Within a few days after the battle, the Confederates had retreated and wagons of extra medical supplies were rolling into Sharpsburg. Miss Barton collapsed from lack of sleep and a budding case of typhoid fever. She returned to Washington lying in a wagon, exhausted and delirious. She soon regained her strength and returned to the battlefields of the Civil War.

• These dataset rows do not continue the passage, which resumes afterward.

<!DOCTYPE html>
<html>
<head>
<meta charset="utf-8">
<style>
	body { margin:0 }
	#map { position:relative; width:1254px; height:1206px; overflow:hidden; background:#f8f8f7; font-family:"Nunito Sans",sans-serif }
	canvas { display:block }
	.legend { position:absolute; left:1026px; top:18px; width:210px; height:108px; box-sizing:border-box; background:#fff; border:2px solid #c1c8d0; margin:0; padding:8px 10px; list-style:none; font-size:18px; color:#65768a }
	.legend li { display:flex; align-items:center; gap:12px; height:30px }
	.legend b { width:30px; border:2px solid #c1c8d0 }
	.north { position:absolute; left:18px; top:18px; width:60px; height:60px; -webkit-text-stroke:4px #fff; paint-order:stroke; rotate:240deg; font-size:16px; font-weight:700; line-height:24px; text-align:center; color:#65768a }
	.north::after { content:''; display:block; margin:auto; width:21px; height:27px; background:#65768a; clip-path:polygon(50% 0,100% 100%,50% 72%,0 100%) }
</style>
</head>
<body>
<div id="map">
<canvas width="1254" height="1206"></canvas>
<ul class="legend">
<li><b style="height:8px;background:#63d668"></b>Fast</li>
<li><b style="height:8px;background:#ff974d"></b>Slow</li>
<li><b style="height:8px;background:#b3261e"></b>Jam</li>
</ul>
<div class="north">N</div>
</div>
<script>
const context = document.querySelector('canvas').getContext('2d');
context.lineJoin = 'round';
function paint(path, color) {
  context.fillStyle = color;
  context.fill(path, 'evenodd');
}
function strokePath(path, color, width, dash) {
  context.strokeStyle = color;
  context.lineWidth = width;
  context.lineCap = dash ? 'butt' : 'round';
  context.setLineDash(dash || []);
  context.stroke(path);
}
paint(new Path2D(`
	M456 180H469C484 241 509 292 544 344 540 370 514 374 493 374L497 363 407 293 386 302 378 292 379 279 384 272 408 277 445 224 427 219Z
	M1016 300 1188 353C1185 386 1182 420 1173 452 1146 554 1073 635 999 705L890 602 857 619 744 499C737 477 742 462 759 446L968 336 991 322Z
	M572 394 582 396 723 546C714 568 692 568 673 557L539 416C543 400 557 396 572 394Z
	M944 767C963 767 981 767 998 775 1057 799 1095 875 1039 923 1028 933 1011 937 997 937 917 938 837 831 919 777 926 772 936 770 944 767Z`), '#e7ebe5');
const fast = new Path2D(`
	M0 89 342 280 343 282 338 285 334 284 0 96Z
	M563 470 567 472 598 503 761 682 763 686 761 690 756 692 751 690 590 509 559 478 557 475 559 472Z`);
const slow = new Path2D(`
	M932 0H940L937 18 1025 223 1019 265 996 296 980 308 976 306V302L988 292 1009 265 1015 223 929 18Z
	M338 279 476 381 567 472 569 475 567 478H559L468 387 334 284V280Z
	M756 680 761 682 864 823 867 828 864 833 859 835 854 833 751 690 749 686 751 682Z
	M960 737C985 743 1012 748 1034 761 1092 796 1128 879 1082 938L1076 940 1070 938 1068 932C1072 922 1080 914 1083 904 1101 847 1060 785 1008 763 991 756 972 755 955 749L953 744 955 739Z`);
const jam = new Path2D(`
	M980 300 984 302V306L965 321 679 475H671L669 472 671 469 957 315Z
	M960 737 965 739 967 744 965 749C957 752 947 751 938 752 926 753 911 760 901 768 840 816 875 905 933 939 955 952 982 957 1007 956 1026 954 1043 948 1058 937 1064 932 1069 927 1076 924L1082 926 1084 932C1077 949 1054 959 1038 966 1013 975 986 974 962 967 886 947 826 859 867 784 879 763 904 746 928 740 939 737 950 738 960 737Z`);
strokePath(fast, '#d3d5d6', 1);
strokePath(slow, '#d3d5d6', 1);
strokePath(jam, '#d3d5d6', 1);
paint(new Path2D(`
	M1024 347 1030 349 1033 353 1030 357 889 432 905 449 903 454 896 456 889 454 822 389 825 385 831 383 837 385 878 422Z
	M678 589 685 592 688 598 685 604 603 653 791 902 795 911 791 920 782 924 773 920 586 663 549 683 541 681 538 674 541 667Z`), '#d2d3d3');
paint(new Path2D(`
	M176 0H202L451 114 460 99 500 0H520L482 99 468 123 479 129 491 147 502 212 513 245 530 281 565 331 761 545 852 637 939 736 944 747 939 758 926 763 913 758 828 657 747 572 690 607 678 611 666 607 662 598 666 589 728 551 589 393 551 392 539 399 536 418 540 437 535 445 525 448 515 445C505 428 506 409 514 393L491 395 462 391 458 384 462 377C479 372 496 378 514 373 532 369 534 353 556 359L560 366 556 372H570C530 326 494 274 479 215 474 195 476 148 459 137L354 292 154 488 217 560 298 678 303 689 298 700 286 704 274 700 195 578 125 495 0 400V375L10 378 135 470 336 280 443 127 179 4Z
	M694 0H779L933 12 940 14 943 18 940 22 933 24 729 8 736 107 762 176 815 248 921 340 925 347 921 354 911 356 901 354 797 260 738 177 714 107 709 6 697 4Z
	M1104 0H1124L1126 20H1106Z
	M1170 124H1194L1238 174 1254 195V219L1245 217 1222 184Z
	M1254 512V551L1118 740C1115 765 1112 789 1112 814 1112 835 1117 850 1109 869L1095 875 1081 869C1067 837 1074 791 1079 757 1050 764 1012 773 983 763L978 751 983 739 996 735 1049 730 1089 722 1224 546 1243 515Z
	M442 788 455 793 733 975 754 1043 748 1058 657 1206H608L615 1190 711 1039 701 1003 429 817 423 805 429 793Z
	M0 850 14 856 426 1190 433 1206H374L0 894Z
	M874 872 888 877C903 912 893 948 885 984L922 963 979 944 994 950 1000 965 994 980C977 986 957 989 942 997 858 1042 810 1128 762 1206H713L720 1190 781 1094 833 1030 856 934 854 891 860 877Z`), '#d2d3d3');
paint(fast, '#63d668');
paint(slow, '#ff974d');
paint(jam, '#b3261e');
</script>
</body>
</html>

"A ball has passed between my body and the right arm which supported him, cutting through his chest from shoulder to shoulder. There was no more to be done for him and I left him to his rest. I have never mended that hole in my sleeve. I wonder if a soldier ever does mend a bullet hole in his coat?" Clara Barton at Antietam
As Clara Barton moved briskly among the maimed and wounded soldiers at Antietam, few could imagine that she was once a shy, retiring child. Born in the central Massachusetts town of North Oxford on Christmas Day, 1821, Clarissa Harlowe Barton was the baby of the family. Her four brothers and sisters were all at least 10 years her senior.
When she was young, Clara‘s father regaled her with his stories of soldiering against the Indians. Her brothers and cousins taught her horseback riding and other boyish hobbies. Although she was a diligent and serious student, Clara preferred outdoor frolics to the indoor pastimes "suitable" for young ladies of that time.
Despite her intelligence, Clara was an intensely shy young girl, so much so that her parents fretted over it. At times, Clara was so overwrought she could not even eat. But the demure girl overcame her shyness in the face of a crisis—a pattern that would repeat itself during her lifetime. When her brother became ill, Clara stayed by his side and learned to administer all his medicine, including the "great, loathsome crawling leeches."
Throughout her life, Clara Barton led by example. In an era when travel was arduous, and many men and almost all women stayed close to home, Miss Barton traveled far and wide looking for new challenges. After teaching for several years in her home town, she opted for additional schooling.
After a year of formal education in western New York state, Miss Barton resumed teaching in Bordentown, N.J. Miss Barton taught a "subscription school," where parents of students chipped in to pay the teacher's salary. On her way to school, Miss Barton noticed dozens of children hanging around on street corners. Their parents could not afford the "subscription." Miss Barton offered to teach in a school for free if the town provided a building. The first day, six students showed up, the next day 20, and within a year there were several hundred students at New Jersey's first free public school.
Having lost her position as head of the school to a man simply because she was a woman, Miss Barton moved to Washington, D.C. She took a job as a clerk at the U.S. Patent Office, no mean feat for a women in those days. Even more shocking, she earned the same salary as male clerks.
With the outbreak of war and the cascade of wounded Union soldiers into Washington, Miss Barton quickly recognized the unpreparedness of the Army Medical Department. For nearly a year, she lobbied the Army bureaucracy in vain to bring her own medical supplies to the battlefields. Finally, with the help of sympathetic U. S. Senator Henry Wilson of Massachusetts, Miss Barton was permitted to bring her supplies to the battlefield. Her self-appointed military duties brought her to some of the ugliest battlefields of 1862—Cedar Mountain, Va., Second Manassas, Va., Antietam, Md., and Fredericksburg, Va.
"I may sometimes be willing to teach for nothing, but if paid at all, I shall never do a man's work for less than a man's pay." Clara Barton
This knife and case was probably used by Clara Barton and her staff at Glen Echo. Earlier, during the Battle of Antietam, September 17, 1862, Barton performed her first field surgery. She extracted a bullet from the face of a wounded soldier using a similar pocket knife and another wounded man to hold the patient still. She later stated, “I do not think a surgeon would have pronounced it a scientific operation, but that it was successful I dared to hope from the gratitude of the patient.”